- Active: 1948.11 - 2017.4
- Country: People's Republic of China
- Branch: People's Liberation Army
- Type: Brigade
- Role: Armored
- Part of: 20th Army
- Garrison/HQ: Xiaochang, Hubei
- Engagements: Chinese Civil War, Korean War, Vietnam War, Sino-Vietnamese War

= 129th Division (People's Republic of China) =

The 125th Division was a division deployed by the People's Republic of China during the Chinese Civil War and the Korean War. After series of redesignations and conversions, the division ends its fate as 13th Armored Brigade in April 2017.

==History==
The 125th Division () was created in November 1948 under the Regulation of the Redesignations of All Organizations and Units of the Army, issued by Central Military Commission on November 1, 1948, basing on the 14th Division, 5th Column of Fourth Field Army. Its history could be traced to Tonghua Detachment of Liaodong Military District, formed in November 1945.

In the composition of 42nd Corps it took part in the Chinese Civil War, including the Liaoshen Campaign and Pingjin Campaign.

In October 1950 the division entered Korea as a part of the People's Volunteer Army (Chinese People's Volunteers (CPV) or Chinese Communist Forces (CCF)) with a standard strength of approximately 10,000 men. It was a component of the 42nd Army, consisting of the 373rd, 374th, and 375th Regiments. During its deployment in Korea Artillery Regiment, 125th Division was activated.

In November 1952 the division returned from Korea and was redesignated as 125th Infantry Division(), activating its tank regiment.

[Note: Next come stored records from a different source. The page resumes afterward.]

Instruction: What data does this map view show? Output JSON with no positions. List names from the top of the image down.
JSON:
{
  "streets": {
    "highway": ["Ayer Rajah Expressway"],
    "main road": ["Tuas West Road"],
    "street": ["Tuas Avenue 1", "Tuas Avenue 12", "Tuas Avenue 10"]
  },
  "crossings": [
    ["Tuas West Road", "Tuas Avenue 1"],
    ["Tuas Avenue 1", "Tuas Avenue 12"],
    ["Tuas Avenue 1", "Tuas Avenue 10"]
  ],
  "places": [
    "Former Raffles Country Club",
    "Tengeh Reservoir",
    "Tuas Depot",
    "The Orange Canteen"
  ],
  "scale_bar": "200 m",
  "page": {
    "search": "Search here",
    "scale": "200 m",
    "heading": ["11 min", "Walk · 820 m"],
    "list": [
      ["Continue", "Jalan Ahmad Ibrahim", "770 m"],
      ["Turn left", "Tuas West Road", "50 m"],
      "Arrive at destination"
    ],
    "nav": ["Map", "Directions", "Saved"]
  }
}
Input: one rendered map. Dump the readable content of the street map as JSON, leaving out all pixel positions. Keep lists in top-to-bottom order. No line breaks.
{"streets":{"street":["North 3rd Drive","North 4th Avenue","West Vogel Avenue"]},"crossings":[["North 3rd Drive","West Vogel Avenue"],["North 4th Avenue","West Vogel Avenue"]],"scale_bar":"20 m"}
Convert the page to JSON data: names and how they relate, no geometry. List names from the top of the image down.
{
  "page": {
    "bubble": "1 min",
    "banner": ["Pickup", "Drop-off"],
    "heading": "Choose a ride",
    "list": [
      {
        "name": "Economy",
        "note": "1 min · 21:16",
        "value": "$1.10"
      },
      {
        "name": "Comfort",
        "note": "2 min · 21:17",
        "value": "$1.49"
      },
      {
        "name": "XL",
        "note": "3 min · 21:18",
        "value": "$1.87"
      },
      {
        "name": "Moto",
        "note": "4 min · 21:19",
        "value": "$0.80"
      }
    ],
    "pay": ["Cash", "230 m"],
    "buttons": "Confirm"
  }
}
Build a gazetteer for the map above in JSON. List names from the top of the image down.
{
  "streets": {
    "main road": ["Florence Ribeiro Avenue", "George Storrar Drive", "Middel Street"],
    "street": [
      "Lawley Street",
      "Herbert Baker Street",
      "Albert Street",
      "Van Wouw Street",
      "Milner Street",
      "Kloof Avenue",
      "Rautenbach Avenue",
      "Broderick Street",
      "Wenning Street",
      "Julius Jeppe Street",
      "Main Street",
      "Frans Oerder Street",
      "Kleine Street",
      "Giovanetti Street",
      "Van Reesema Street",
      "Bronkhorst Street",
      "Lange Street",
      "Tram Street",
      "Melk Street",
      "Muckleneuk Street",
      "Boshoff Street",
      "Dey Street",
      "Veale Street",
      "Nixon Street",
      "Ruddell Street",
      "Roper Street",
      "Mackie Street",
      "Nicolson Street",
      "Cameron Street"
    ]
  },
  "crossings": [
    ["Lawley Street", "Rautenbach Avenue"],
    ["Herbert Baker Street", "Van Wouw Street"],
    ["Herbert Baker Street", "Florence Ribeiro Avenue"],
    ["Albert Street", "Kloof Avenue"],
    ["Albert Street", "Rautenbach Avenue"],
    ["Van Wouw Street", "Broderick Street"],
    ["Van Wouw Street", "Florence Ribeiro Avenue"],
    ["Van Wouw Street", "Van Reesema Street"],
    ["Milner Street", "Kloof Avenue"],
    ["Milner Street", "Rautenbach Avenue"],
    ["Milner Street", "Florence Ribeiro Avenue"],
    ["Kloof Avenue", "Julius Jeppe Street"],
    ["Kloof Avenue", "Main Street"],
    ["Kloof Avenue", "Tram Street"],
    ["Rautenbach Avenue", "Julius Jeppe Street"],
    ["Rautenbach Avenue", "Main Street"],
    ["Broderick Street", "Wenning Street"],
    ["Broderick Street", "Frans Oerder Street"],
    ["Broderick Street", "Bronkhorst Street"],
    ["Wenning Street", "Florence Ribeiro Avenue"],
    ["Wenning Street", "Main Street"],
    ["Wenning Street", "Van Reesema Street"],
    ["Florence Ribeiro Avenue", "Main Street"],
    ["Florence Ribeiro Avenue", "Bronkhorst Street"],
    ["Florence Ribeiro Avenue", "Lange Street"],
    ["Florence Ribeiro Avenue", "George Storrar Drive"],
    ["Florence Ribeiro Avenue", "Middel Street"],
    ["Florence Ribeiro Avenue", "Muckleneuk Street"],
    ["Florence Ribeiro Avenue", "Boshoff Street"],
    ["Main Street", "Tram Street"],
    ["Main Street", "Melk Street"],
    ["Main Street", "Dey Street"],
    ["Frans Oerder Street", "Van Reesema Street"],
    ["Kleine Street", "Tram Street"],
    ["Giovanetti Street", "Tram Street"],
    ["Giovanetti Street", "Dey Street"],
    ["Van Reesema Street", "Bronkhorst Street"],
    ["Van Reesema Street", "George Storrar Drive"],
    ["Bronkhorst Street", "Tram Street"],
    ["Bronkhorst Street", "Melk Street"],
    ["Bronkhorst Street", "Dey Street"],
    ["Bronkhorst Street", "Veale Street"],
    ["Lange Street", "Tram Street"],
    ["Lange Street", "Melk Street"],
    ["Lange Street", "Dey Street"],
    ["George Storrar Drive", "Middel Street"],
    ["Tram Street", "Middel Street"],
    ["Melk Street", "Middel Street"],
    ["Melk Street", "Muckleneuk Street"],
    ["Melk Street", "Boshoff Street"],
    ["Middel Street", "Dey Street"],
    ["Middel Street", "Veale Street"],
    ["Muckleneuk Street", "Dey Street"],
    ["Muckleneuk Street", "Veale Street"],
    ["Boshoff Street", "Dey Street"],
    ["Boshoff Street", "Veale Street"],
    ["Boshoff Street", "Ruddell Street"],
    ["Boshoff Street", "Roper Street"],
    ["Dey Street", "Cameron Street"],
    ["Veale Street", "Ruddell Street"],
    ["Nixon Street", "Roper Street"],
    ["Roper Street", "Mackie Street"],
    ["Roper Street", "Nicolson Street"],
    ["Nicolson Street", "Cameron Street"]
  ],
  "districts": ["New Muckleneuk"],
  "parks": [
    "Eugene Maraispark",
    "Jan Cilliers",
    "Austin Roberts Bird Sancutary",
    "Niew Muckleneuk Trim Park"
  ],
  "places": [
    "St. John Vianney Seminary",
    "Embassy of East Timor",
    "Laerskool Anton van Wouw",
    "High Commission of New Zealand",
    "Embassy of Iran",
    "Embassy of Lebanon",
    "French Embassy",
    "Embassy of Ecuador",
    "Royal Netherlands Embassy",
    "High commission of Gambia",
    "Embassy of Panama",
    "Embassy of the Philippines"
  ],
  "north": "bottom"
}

By September 1953 the division was composed of:
- 373rd Infantry Regiment;
- 374th Infantry Regiment;
- 375th Infantry Regiment;
- 505th Artillery Regiment;
- 330th Tank Self-Propelled Artillery Regiment.

In April 1960 the division was redesignated as 125th Army Division().

In December 1962, 330th Tank Self-Propelled Artillery Regiment was transferred to 200th Army Division.

In August 1964 the division was inactivated. By the same time Border Defense Division of Guagnzhou Military Region() was activated in Tianyang, Guangxi from headquarters of the 129th Army Division, 373rd, 375th infantry regiments, and 505th Artillery Regiment. All infantry battalions of 373rd and 375rd infantry regiments were transferred to Guangdong Provincial Military District's control, and 374th Infantry Regiment was transferred to 126th Army Division.

The Border Defense Division was composed of:
- 1st Infantry Regiment;
- 2nd Infantry Regiment;
- 3rd Infantry Regiment;
- Artillery Regiment (former 505th);
- three independent infantry battalions.

In early 1965 Headquarters, Border Defense Division moved to Tiandong. Guangxi.

In February 1967 the division was redesignated as 220th Army Division(). All its regiments were redesignated as follows:
- 658th Infantry Regiment (former 1st);
- 659th Infantry Regiment (former 2nd);
- 660th Infantry Regiment (former 3rd);
- 590th Artillery Regiment.

In July 1968, 659th Infantry Regiment, 220th Army Division (Military Unit 6912) took part in the military operations against Red Guards faction "Guangxi April 22 Revolutionary Action Command" in Nanning, Guangxi. In the operation at least 3911 were killed.

In August 1968, 658th Infantry Regiment, 220th Army Division (Military Unit 6911) took part in the military operations against Red Guards faction "July 29 Corps Army" (a branch of "April 22") in Fengshan County, killing at least 1016 civilians.

In September 1968, the division was transferred to newly activated 43rd Army Corps and redesignated as 129th Army Division(). All its regiments were redesignated as follows:
- 385th Infantry Regiment (former 658th);
- 386th Infantry Regiment (former 659th);
- 387th Infantry Regiment (former 660th);
- (???) Artillery Regiment (former 590th, possibly dropped its number in August 1969).

The division then moved to Guiyang, Guizhou for "three supporting and two militarization" missions.

In February 1973 the division moved to Nanyang, Henan.

In February to March 1979 the division took part in the Sino-Vietnamese War under the command of 42nd Army Corps. During the operations the division neutralized 875 enemies at the cost of 574 casualties.

In July 1984, Reconnaissance Company, 129th Army Division took part in the Battle of Laoshan as 4th Company, 2nd Reconnaissance Group. After the battle the company received the honorific title of "Heroic Reconnaissance Company".

==Armored Brigade==
In October 1985 the 129th Army Division was inactivated. Headquarters. 129th Army Division was merged with 44th Tank Regiment, 11th Tank Division as Tank Brigade, 54th Army().

In 1998, the brigade was exchanged with 11th Tank Division and became Armored Brigade, 20th Army().

In 2012, the brigade received the designation of 13th Armored Brigade().

In April 2017, the brigade was officially inactivated.

Before its inactivation the brigade stationed in Xiaochang, Hubei.